Netflix streaming arrived in the UK in 2012. It was how the UK got hooked on Breaking Bad (a series that didn’t actually originate on Netflix), and we never looked back. Netflix, Amazon Prime and Sky’s NOW, not forgetting BBC’s iPlayer and the streaming output of the other broadcast channels, not only changed the way we watched programmes, it changed the way programmes were made. Netflix had the advantage of a slick interface and efficient performance that made it even easier than a torrent search.
Here in Britain, there had been as assumption that ‘popular’ programmes would subsidise the more serious ‘quality’ programmes which naturally attracted small audiences. What the cable channel HBO proved in the States, and what the streaming services would prove worldwide is that audiences will gladly pay for programmes of the highest quality. HBO and Netflix learned that it pays to let the creatives make the creative decisions. In terms of script, cinematography, direction, acting, design, imagination and even technical standards, TV now surpasses cinema. The long-form box-set drama gives writers and directors the opportunity to develop characters and stories over 12 hours or more rather than two. And we lap them up.
So broadcast TV became the place for real-time events: the news, sports, competitive baking programmes and talent contests. The cinema is now the home of comic-book based action movies aimed at 16 to 25 year olds. The streaming services is where we find high-end drama series, documentaries and art movies. Everything else is on YouTube.
Perhaps we will look back on this decade as the Golden Age of TV. With many other streaming services coming online – Apple and Disney to name just two – the content is going to be spread thinner and there is a limit to how many subscriptions viewers are willing to pay for. Or perhaps the paradigms will shift completely, VR will finally live up to the hype, merge with games and we will rediscover The Matrix as a quaint documentary way ahead of its time.
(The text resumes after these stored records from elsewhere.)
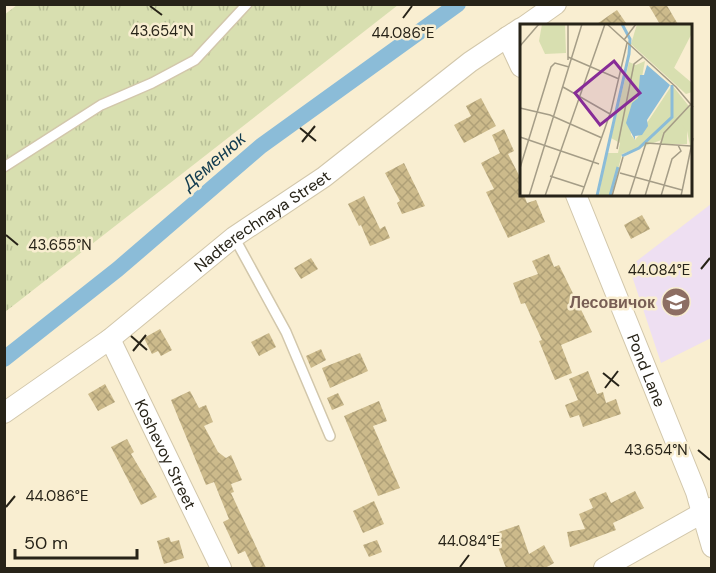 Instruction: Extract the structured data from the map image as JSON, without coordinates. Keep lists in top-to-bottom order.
{
  "streets": {
    "street": ["Nadterechnaya Street", "Pond Lane", "Koshevoy Street"]
  },
  "crossings": [
    ["Nadterechnaya Street", "Koshevoy Street"]
  ],
  "water": ["Деменюк"],
  "places": {
    "school or university": ["Лесовичок"]
  },
  "scale_bar": "50 m",
  "coordinates": [
    "43.654°N",
    "44.086°E",
    "43.655°N",
    "44.084°E"
  ]
}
What we have seen during this decade is that while camera and editing technology has become exponentially cheaper and easier, the high end remains as sophisticated and costly as ever. Despite the fact it has have never been so cheap to make and distribute a film – or make a music recording or a book for that matter – it hasn’t really democratised the media. There is a huge mass of people working for free, perhaps for the love of it, and a small elite working on prestige projects and getting very well rewarded for it. We still have our stars, we still have big movies, even if they now come delivered in 12 one hour portions. That seems to be the way we like it.